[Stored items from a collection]
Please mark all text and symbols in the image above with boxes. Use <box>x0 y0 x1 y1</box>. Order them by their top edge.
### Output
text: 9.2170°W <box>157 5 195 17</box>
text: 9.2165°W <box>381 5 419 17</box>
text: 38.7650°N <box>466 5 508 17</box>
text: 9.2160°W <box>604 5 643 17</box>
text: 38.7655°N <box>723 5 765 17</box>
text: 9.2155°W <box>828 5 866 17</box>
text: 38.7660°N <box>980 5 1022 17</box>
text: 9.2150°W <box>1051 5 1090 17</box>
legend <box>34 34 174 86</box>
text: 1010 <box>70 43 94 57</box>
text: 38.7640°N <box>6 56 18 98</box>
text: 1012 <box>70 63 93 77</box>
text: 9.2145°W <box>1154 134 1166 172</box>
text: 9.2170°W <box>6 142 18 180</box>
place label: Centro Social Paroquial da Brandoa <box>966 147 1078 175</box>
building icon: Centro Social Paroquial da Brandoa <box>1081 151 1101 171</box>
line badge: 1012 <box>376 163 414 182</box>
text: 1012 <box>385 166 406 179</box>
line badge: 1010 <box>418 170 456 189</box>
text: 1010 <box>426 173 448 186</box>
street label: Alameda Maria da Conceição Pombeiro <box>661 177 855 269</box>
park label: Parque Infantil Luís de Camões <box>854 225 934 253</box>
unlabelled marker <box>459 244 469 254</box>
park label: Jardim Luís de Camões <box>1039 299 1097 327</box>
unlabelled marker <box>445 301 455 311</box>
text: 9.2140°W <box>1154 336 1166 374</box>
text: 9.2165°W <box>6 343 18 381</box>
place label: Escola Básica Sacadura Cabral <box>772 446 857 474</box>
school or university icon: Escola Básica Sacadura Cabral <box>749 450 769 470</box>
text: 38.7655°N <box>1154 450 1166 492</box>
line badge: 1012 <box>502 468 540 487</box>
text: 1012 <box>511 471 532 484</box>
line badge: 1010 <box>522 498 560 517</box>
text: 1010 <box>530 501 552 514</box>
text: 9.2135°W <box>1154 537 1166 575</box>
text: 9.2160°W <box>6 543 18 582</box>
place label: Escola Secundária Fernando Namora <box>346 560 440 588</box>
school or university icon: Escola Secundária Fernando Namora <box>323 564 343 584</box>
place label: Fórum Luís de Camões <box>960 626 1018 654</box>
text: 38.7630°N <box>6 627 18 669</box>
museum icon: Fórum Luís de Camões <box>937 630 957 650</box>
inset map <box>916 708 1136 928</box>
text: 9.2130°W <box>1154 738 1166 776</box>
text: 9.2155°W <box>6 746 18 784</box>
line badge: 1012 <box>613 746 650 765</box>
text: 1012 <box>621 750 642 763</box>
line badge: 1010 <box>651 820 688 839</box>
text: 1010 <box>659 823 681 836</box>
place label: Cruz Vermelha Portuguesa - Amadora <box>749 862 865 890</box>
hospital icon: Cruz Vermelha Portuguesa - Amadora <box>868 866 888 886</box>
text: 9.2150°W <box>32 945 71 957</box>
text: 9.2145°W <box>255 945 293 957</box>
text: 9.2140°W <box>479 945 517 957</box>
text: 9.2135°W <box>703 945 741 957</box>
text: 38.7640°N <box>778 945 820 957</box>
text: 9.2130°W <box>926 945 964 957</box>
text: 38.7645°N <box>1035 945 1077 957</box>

How to complete this task:
Using the entries above, work out how many lines include the word "Centro", and give only that count.

Result:
2